Lt. Commander Doug Seaton. He tapped the phone and put it to his ear. His good ear. “Lieutenant Hershey speaking.”

The clipped baritone of Nick’s commanding officer was both familiar and unsettling. This was it: his fate.

As he listened to the decision based on the hearing test he’d taken a month ago, Nick slowly sank back into the chair and tried to accept what he’d dreaded all along. Central training. Illinois. Desk job.

Of course the Navy didn’t want to keep paying him to live at a resort and write novels, did they?

As he listened to his crappy fate and future, he picked up the picture of Willow her mother had left behind. All he could see was the image of a woman he loved…and lost. Once more, he’d gambled on someone’s fate and made the wrong choice.

 

Chapter Twenty-six

 

For the second time in one day, Willow reached the harbor in record time, blinded by sweat and exhaustion, but freakishly charged to run another five miles before going home to bed. Run and sweat and refuse to think.

That was all she was capable of tonight.

She’d stumbled through the day, told her tale of woe to her closest friends, who’d been so supportive they hadn’t even placed bets on the situation, and then finally got into her sneakers to escape the pain that engulfed her heart. She’d long ago learned that physical pain could sometimes erase all the other kind.

From where she stood, she could see the lights of the Victorian-style beach house where she lived, but they didn’t call to her for comfort and rest as they usually did. The girls would want to talk. Or, even worse, Nick could be there, waiting for her with his excuses and apologies and rationalizations.

And hard, hot body that was
supposed
to invade hers.

With a grunt, she adjusted her earbuds, kicked up the volume on her music, and started to run again.

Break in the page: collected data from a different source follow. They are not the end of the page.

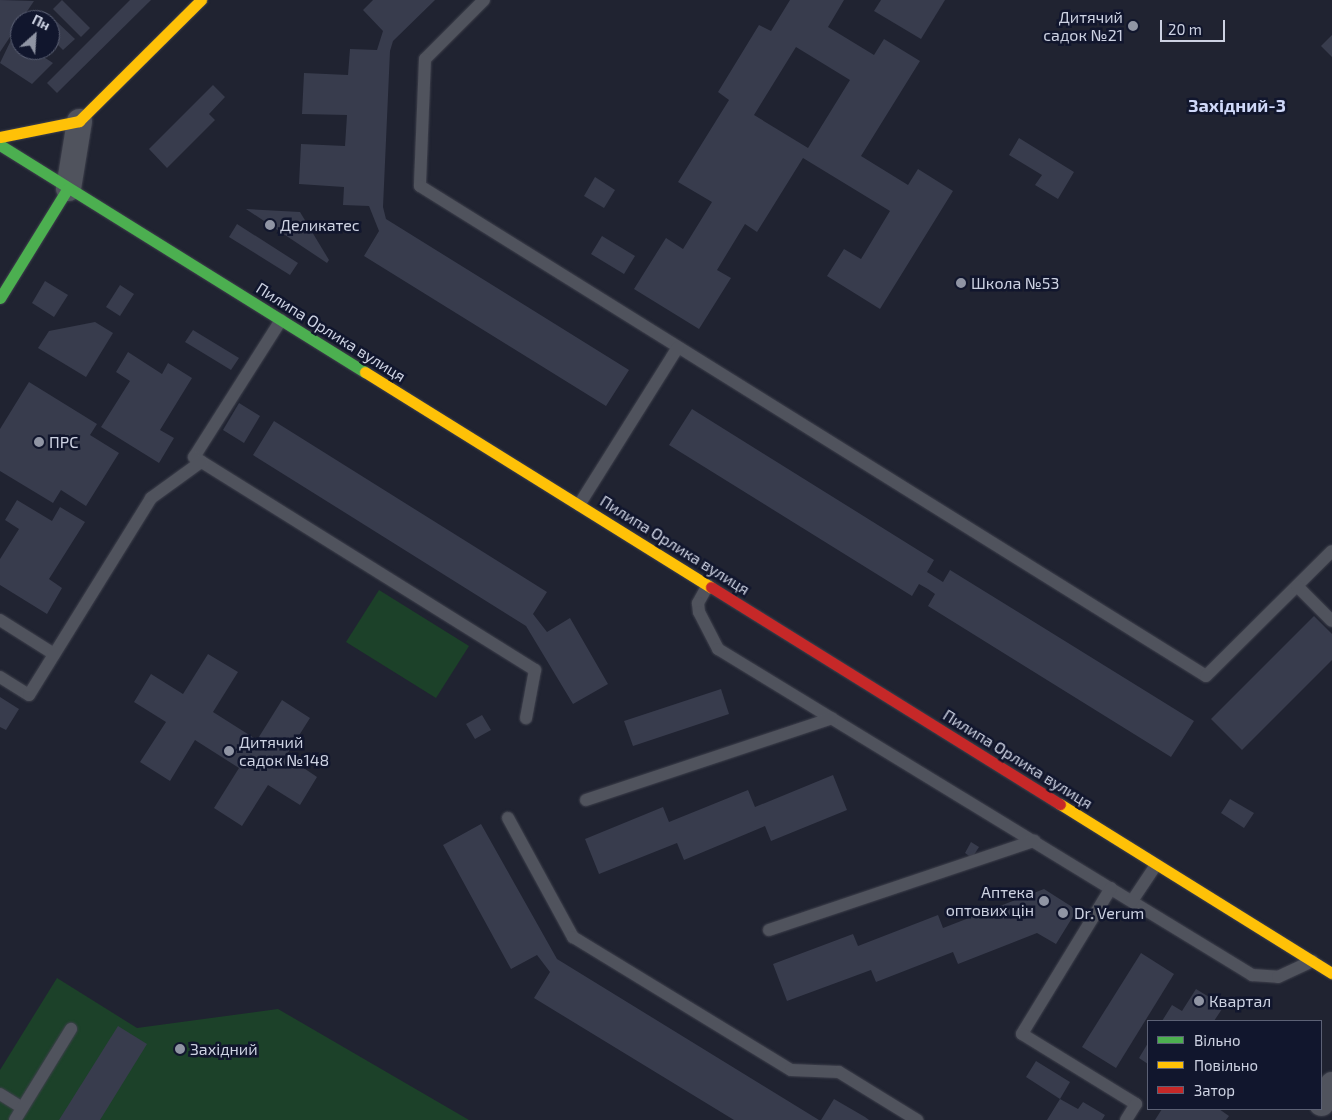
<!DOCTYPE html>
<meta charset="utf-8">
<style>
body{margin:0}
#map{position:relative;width:1332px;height:1120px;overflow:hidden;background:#202331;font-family:"Exo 2",sans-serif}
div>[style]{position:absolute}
.green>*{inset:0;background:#1c4129}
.building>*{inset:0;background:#383c4d}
.roads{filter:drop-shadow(0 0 1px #3e404c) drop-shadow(0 0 1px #3e404c)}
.lane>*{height:12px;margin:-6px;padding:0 6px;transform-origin:6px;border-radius:6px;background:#50535d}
.street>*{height:25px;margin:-12.5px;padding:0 12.5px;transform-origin:12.5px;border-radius:12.5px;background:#50535d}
.fast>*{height:11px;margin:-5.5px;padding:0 5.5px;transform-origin:5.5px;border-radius:5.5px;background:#4caf50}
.slow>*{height:11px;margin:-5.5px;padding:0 5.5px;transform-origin:5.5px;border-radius:5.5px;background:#ffc107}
.jam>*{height:11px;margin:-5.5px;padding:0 5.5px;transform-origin:5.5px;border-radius:5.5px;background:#c62828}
.dots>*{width:14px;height:14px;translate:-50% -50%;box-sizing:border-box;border:2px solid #11162d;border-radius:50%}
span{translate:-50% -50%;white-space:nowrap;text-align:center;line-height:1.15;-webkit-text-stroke:5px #11162d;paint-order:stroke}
.poi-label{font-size:16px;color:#cdd2e2}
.right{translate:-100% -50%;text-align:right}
.left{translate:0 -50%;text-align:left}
.street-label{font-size:16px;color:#cdd2e2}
.neighbourhood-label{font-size:18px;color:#d0d9fa;font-weight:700}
.legend{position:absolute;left:1147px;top:1020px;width:175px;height:90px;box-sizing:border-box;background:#11162d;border:1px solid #5c6175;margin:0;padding:6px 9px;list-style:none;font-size:15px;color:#cdd2e2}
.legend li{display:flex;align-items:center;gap:10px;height:25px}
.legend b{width:25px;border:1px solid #5c6175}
.north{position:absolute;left:10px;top:10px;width:50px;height:50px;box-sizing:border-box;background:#11162d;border:1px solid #5c6175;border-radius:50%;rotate:26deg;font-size:14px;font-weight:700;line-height:20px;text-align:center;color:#cdd2e2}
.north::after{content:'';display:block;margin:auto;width:18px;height:22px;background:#9095a4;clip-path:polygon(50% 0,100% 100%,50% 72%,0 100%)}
.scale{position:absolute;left:1160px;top:20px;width:65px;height:22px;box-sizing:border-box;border:2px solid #cdd2e2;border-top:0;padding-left:6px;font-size:15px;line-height:18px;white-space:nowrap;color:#cdd2e2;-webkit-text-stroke:4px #11162d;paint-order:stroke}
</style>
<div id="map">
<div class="green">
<div style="clip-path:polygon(379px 590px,469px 646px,436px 698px,346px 642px)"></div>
<div style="clip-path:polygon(57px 978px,137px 1028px,278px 1009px,469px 1120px,0 1120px,0 1070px)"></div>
</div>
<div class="building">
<div style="clip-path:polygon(0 0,34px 1px,0 52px)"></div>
<div style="clip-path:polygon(62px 0,90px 28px,81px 37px,53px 9px)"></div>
<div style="clip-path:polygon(130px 0,151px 0,57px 93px,47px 83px)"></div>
<div style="clip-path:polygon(373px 0,435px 0,393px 41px,390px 51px,383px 207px,386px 219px,629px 370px,606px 406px,364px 256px,379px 231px,369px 206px,343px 205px,344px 187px,299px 184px,301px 144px,345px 146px,347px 115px,302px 114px,304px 73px,348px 75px,350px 49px,377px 50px,383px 31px,363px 10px)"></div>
<div style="clip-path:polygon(evenodd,790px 0,844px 0,828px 27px,874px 55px,884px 39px,920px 61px,861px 156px,908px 185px,918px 169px,953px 191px,880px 309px,827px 276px,844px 249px,861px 259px,890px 211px,803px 158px,757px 232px,745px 224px,717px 270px,731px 278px,699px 329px,634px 289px,666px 238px,683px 249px,712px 202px,678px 182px,729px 100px,718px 92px,759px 25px,771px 31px,790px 0,796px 47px,850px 80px,808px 148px,754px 115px,796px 47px)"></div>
<div style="clip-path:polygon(881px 0,945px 0,921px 39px,874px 11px)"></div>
<div style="clip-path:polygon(55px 20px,75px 39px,63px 50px,50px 37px)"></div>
<div style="clip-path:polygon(1332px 35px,1332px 57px,1321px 46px)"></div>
<div style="clip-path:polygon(13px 36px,20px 41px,20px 50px,33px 50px,53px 63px,32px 84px,0 63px)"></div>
<div style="clip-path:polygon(213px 85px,225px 97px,209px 114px,215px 120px,167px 168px,149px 149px)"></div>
<div style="clip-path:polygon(1019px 138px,1074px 172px,1058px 199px,1035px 185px,1042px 175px,1009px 155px)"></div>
<div style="clip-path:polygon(595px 177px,615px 190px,604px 208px,584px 196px)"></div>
<div style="clip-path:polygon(246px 209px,300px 212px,329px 260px,327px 263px)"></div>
<div style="clip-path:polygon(237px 224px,298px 263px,290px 275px,229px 237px)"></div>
<div style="clip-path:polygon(602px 236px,635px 256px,624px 274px,591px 254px)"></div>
<div style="clip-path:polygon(45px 281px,68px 295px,54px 317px,32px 303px)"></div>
<div style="clip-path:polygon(120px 285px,134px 294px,120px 316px,106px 307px)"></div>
<div style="clip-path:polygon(95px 322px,113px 333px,86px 377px,38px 348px,49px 331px)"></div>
<div style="clip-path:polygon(193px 330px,239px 358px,231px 370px,185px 342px)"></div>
<div style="clip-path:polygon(128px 352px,162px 374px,168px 363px,192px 378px,160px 430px,174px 438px,159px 463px,101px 427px,130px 381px,116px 372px)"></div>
<div style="clip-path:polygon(29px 382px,97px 424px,90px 435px,119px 453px,86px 506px,61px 490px,53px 503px,0 471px,0 429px)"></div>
<div style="clip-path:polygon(239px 403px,260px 416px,244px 443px,223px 430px)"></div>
<div style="clip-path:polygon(692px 409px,934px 560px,927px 572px,943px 582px,950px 570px,1194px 721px,1171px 757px,928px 606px,935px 594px,928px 589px,919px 584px,912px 596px,669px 445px)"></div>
<div style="clip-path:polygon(274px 421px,547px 592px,533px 614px,547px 632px,570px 618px,608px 684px,573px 704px,526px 626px,253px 455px)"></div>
<div style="clip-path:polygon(17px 500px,52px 521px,60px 507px,85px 522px,49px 579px,62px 588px,47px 614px,0 585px,0 559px,19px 529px,5px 520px)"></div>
<div style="clip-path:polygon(1314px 616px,1332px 634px,1332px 660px,1242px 750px,1211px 719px)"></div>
<div style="clip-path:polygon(208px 654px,238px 672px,213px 712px,257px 740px,282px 700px,310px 718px,286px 756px,317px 777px,300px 805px,268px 785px,242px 826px,214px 808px,239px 768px,195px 740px,170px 781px,140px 762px,166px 722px,134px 702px,151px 674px,183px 694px)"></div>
<div style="clip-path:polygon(721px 689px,729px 714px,633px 746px,624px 721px)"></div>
<div style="clip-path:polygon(0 697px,19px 709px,6px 730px,0 727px)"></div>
<div style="clip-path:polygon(482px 715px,491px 730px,475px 739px,466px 724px)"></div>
<div style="clip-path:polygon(833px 775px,847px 810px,771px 841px,765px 826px,684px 860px,677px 843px,599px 874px,585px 839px,663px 807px,669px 822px,748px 790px,755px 807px)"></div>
<div style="clip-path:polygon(1230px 799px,1254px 813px,1244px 828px,1221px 813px)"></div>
<div style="clip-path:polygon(481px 824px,557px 959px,819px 1120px,734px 1120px,534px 998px,550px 972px,537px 955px,511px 969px,443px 845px)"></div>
<div style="clip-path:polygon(971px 842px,979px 847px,972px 858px,965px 853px)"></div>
<div style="clip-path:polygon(1044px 889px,1077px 910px,1056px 944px,1037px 933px,958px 964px,953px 952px,876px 982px,871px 970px,787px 1001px,773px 964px,853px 934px,858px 946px,938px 915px,943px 928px)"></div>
<div style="clip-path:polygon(1141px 953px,1174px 974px,1116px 1068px,1082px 1047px)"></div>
<div style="clip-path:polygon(1196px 989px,1224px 1006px,1214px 1021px,1162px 1021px,1172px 1005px,1182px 1011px)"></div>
<div style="clip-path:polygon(118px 1026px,147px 1044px,100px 1120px,59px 1120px)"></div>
<div style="clip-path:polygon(1148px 1043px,1148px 1064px,1139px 1058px)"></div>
<div style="clip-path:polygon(1036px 1061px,1070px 1082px,1060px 1099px,1026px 1077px)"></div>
<div style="clip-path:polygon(834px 1099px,865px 1117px,869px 1120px,821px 1120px)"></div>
<div style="clip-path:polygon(1060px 1099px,1078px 1109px,1083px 1102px,1105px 1115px,1102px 1120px,1047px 1120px)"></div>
<div style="clip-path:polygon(1162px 1109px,1219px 1109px,1229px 1116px,1226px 1120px,1155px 1120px)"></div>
</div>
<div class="roads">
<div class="lane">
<div style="left:484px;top:0;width:83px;rotate:135deg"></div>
<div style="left:425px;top:59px;width:127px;rotate:92.3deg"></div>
<div style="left:420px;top:186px;width:926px;rotate:31.94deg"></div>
<div style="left:1206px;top:676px;width:177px;rotate:-44.8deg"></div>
<div style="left:281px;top:320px;width:162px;rotate:122.4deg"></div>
<div style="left:194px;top:457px;width:402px;rotate:32deg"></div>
<div style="left:535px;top:670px;width:49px;rotate:100.6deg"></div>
<div style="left:579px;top:505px;width:186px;rotate:-57.9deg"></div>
<div style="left:708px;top:585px;width:21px;rotate:119deg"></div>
<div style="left:698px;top:603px;width:9px;rotate:84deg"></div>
<div style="left:699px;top:612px;width:42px;rotate:62.8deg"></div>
<div style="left:718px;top:649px;width:626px;rotate:31.4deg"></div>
<div style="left:1252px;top:975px;width:26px;rotate:4deg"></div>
<div style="left:1278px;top:977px;width:38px;rotate:-25deg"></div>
<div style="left:1297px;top:586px;width:49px;rotate:45deg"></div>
<div style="left:0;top:620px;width:64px;rotate:32.2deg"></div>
<div style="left:0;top:677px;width:34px;rotate:32deg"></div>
<div style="left:29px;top:695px;width:232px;rotate:-58.2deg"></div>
<div style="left:151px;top:498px;width:62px;rotate:-35.8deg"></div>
<div style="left:586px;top:800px;width:259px;rotate:-18.4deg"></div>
<div style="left:508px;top:818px;width:136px;rotate:61.4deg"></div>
<div style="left:573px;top:937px;width:255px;rotate:31.4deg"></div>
<div style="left:791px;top:1070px;width:48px;rotate:2.4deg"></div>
<div style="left:839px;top:1072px;width:92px;rotate:31.6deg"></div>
<div style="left:1111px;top:888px;width:171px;rotate:121.4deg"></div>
<div style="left:1022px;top:1034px;width:134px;rotate:31.6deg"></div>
<div style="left:1136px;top:1104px;width:19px;rotate:122deg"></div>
<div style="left:1132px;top:901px;width:43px;rotate:-56.3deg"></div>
<div style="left:769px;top:930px;width:280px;rotate:-18.6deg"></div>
<div style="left:0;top:1094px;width:26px;rotate:32deg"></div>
<div style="left:15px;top:1120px;width:107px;rotate:-58.4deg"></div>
</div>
<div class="street">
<div style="left:68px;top:188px;width:68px;rotate:-80.7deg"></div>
<div style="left:1321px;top:1103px;width:22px;rotate:-60deg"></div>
</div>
<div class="fast">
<div style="left:0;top:145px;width:430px;rotate:31.9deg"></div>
<div style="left:0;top:298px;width:129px;rotate:-58.3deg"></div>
</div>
<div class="slow">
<div style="left:0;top:137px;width:81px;rotate:-11.4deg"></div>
<div style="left:79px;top:121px;width:172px;rotate:-44.8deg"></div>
<div style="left:365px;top:372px;width:407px;rotate:31.9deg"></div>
<div style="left:1060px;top:804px;width:320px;rotate:31.9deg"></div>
</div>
<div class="jam">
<div style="left:711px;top:587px;width:411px;rotate:31.9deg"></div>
</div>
</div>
<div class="dots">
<div style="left:1133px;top:26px;background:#9095a4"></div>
<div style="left:270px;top:225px;background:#9095a4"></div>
<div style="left:961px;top:283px;background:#9095a4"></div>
<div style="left:39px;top:442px;background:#9095a4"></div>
<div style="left:229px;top:751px;background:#9095a4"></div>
<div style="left:1044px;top:901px;background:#9095a4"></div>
<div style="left:1063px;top:913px;background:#9095a4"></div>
<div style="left:1199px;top:1001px;background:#9095a4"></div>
<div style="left:180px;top:1049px;background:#9095a4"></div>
</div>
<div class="poi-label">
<span class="right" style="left:1123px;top:26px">Дитячий<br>садок №21</span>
<span class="left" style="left:280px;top:225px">Деликатес</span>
<span class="left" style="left:971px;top:283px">Школа №53</span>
<span class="left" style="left:49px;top:442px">ПРС</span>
<span class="left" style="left:239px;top:751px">Дитячий<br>садок №148</span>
<span class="right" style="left:1034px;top:901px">Аптека<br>оптових цін</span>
<span class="left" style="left:1074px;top:913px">Dr. Verum</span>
<span class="left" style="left:1209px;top:1001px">Квартал</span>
<span class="left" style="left:190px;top:1049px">Західний</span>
</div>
<div class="street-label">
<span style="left:331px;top:332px;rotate:32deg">Пилипа Орлика вулиця</span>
<span style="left:675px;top:545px;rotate:32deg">Пилипа Орлика вулиця</span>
<span style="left:1018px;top:759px;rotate:32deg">Пилипа Орлика вулиця</span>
</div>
<div class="neighbourhood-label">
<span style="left:1237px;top:105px">Західний-3</span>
</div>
<ul class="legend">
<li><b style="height:6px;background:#4caf50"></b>Вільно</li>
<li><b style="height:6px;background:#ffc107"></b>Повільно</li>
<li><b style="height:6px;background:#c62828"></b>Затор</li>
</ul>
<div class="north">Пн</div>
<div class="scale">20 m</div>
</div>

As much as she didn’t want to think about anything, one thought kept pounding at her brain with as much force as her feet on the pavement.

She
still
wanted to have sex with him. Even now, when she was spitting mad and truly hurt. Her body ached for that one chance, and now she’d never have it. On top of all the upheaval and heartbreak, she’d just wanted to get laid. By Nick. And only Nick. Whoever her first lover would be, he wouldn’t be Nick, damn it.

How could he do that to her? How could he lie so easily and pretend…

She slammed her feet as though the pavement was his heart and she could do to it what he’d done to hers.

Fury fueled every step, a bitter, familiar, resentment-infused anger that made Willow’s blood sing. She rounded a corner at the bottom of her street, slowing enough to make a decision whether to run home, shower, and cool off, or start the whole five-mile loop over again.